Hi Ingo,

At 2026-01-18T22:24:29+0100, Ingo Schwarze wrote:
> First problem report:
> 
> Extracting the tarball results in a directory
> 
>   groff-1.23.0.5077-7dcc8
> 
> which is inconsistent and confusing naming.  Obviously, this is
> trivial to work around in the port building system, but i consider it
> a defect nonetheless.

Yes, fair point.  I need to add something about this to the
"FOR-RELEASE" file.

I applied the tag in retrospect, having selected a "dist" archive that
built successfully on a handful of host configurations available to me.
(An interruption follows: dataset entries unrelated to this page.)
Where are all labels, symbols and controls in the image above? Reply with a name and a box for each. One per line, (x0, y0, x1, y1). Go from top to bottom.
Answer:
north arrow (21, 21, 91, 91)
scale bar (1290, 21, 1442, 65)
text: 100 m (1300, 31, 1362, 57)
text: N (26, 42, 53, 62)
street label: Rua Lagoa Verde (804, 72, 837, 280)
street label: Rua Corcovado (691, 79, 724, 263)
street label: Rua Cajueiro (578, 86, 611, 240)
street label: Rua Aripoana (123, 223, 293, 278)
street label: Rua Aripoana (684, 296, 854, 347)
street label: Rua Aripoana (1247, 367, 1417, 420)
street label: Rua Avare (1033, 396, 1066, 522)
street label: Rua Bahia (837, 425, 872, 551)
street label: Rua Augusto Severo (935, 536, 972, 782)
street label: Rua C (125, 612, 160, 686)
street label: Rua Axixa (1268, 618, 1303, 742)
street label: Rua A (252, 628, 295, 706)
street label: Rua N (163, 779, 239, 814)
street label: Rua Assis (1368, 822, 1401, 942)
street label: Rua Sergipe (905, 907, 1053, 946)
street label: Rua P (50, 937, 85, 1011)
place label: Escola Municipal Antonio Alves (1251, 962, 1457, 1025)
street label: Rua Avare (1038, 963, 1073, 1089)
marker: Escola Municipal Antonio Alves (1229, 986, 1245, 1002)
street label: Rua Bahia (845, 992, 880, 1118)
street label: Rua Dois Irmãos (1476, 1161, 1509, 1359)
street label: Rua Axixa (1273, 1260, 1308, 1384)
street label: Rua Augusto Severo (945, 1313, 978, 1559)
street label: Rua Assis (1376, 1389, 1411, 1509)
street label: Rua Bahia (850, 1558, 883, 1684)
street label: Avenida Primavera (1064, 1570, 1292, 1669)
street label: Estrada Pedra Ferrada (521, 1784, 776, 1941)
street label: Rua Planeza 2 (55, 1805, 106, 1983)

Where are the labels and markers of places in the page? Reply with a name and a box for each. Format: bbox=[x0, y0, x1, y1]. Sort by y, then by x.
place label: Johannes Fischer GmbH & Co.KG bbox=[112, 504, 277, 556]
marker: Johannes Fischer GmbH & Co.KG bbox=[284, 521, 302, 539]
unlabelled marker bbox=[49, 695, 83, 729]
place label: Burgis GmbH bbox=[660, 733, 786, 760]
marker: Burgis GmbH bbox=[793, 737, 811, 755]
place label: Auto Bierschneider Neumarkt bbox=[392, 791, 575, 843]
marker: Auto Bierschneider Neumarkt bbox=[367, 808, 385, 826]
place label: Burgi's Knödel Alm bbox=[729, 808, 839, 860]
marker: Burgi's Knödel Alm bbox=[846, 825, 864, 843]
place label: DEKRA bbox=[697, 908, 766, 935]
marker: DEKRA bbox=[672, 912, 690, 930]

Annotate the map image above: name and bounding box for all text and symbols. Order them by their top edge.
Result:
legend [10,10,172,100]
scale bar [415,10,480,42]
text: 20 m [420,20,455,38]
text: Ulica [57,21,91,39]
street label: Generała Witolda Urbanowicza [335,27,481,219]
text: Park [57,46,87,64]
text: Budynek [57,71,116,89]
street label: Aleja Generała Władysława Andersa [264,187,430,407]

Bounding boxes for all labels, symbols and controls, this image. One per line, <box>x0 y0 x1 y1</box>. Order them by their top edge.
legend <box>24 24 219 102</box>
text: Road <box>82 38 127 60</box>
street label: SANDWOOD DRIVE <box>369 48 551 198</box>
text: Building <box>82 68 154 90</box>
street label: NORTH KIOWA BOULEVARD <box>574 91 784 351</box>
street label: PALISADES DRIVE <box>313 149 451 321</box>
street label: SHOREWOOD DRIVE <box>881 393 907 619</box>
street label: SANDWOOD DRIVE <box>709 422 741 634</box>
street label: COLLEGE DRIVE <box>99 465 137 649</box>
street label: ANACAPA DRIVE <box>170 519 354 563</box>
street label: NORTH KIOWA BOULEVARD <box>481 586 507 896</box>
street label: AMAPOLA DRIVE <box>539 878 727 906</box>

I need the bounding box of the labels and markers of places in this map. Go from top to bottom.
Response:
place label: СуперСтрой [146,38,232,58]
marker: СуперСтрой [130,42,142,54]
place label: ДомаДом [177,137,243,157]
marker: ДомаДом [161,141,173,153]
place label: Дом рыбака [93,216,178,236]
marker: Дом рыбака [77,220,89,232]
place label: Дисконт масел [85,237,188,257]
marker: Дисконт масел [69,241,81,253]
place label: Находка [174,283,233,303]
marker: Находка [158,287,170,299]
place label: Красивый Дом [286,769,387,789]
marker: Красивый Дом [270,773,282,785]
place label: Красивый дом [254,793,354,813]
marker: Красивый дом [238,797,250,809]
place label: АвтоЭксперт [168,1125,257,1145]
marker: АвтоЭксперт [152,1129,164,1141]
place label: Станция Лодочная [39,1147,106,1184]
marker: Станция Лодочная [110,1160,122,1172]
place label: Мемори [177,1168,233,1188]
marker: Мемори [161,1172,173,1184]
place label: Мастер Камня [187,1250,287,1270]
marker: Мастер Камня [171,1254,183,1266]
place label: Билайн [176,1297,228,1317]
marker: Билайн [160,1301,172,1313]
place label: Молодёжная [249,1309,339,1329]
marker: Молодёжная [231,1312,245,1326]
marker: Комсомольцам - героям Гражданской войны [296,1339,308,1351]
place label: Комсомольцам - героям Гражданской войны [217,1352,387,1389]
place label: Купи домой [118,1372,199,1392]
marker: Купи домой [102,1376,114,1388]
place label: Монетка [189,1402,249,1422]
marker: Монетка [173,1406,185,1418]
I guess what I need to do in the future is apply the tag and then
re-roll the distribution archive.

> Logical directory names would be something like
> 
>   groff-1.24.0
>   groff-1.24.0rc1
>   groff-1.24.0.rc1
> 
> I think calling the tarball and directory "1.24.0rc1" would make more
> sense logically than "1.24.0.rc1" because "1.24.0" is the dotted
> version number and "rc1" is a suffix to it; "rc1" is not another
> number component of the version number.

That's true, but I find it important to distinguish this "fourth
component" of the version number from that stored in the `.Y` register,
and we've had problems in this area before.

I'm having trouble tracking down citations, but it back around
2017-2018.  I think a release candidate was put out and it broke weirdly
for some people because the interpolated contents of the `.Y` register
were not a simple integer.

> I'm planning to report problems as i go.  Based on past experiences,
> i expect to encounter a few dozen problems during testing, not
> counting problems that already existed in 1.23.  To make sure nothing
> gets lost, i intend to report one problem per mail as soon as i
> encounter it.  I'm not yet sure whether it's better to send mail
> only to you privately (as the effective release manager) or to the
> list.  Which option do you prefer?

Sending to the list is fine.  Maybe Dave can help convert some of them
into Savannah tickets.

> I'd don't categorically refuse using Savannah, but i'd like to avoid
> it as much as possible because using it is typically painful, slow,
> and error-prone.  Of course, if you need Savannah tickets, i can
> make them, in that case, just say so, either in general or for
> particular issues; i just don't want to cause a needless fuss.

We can judge things on a case-by-case basis.  Likely, anything that
would require a code change will merit a Savannah ticket.